**INFORMATION PROVIDED:**
'''

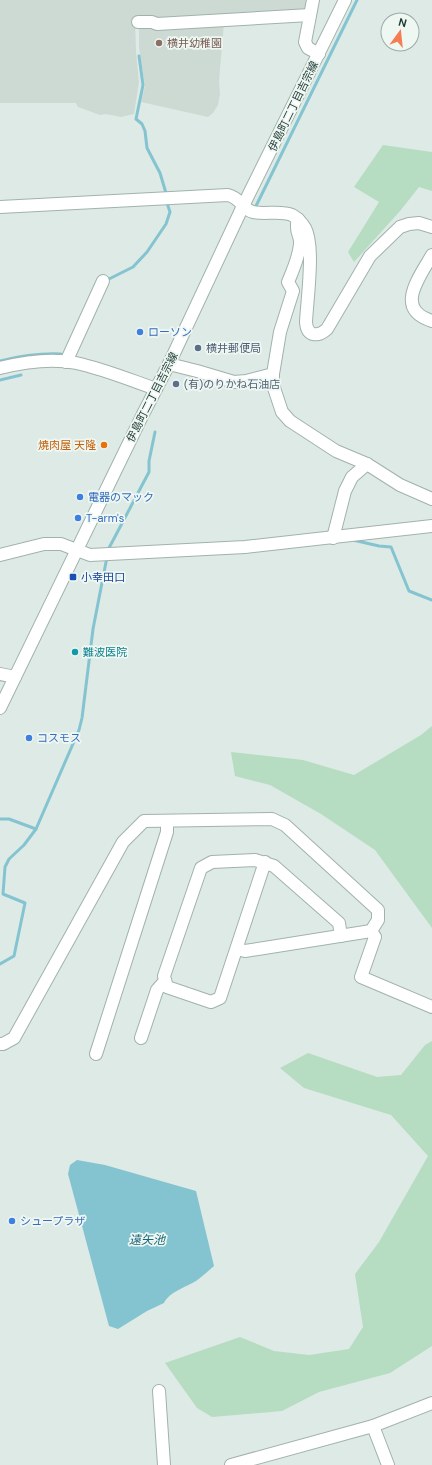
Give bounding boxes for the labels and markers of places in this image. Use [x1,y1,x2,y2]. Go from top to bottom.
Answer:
place label: 横井幼稚園 [167,36,222,50]
marker: 横井幼稚園 [154,38,164,48]
place label: ローソン [148,325,192,339]
marker: ローソン [135,327,145,337]
place label: 横井郵便局 [206,341,261,355]
marker: 横井郵便局 [193,343,203,353]
place label: (有)のりかね石油店 [184,377,280,391]
marker: (有)のりかね石油店 [171,379,181,389]
place label: 焼肉屋 天隆 [38,438,96,452]
marker: 焼肉屋 天隆 [99,440,109,450]
place label: 電器のマック [88,490,154,504]
marker: 電器のマック [75,492,85,502]
place label: T-arm's [86,511,124,525]
marker: T-arm's [73,513,83,523]
place label: 小幸田口 [81,570,125,584]
marker: 小幸田口 [68,572,78,582]
place label: 難波医院 [83,645,127,659]
marker: 難波医院 [70,647,80,657]
place label: コスモス [37,731,81,745]
marker: コスモス [24,733,34,743]
place label: シュープラザ [20,1214,85,1228]
marker: シュープラザ [7,1216,17,1226]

'''

I'd like the records above given again exactly, please, without the pictures.

Give bounding boxes for the labels and markers of places in this image. Use [x1,y1,x2,y2]. Go from top to bottom.
Answer:
place label: 横井幼稚園 [167,36,222,50]
marker: 横井幼稚園 [154,38,164,48]
place label: ローソン [148,325,192,339]
marker: ローソン [135,327,145,337]
place label: 横井郵便局 [206,341,261,355]
marker: 横井郵便局 [193,343,203,353]
place label: (有)のりかね石油店 [184,377,280,391]
marker: (有)のりかね石油店 [171,379,181,389]
place label: 焼肉屋 天隆 [38,438,96,452]
marker: 焼肉屋 天隆 [99,440,109,450]
place label: 電器のマック [88,490,154,504]
marker: 電器のマック [75,492,85,502]
place label: T-arm's [86,511,124,525]
marker: T-arm's [73,513,83,523]
place label: 小幸田口 [81,570,125,584]
marker: 小幸田口 [68,572,78,582]
place label: 難波医院 [83,645,127,659]
marker: 難波医院 [70,647,80,657]
place label: コスモス [37,731,81,745]
marker: コスモス [24,733,34,743]
place label: シュープラザ [20,1214,85,1228]
marker: シュープラザ [7,1216,17,1226]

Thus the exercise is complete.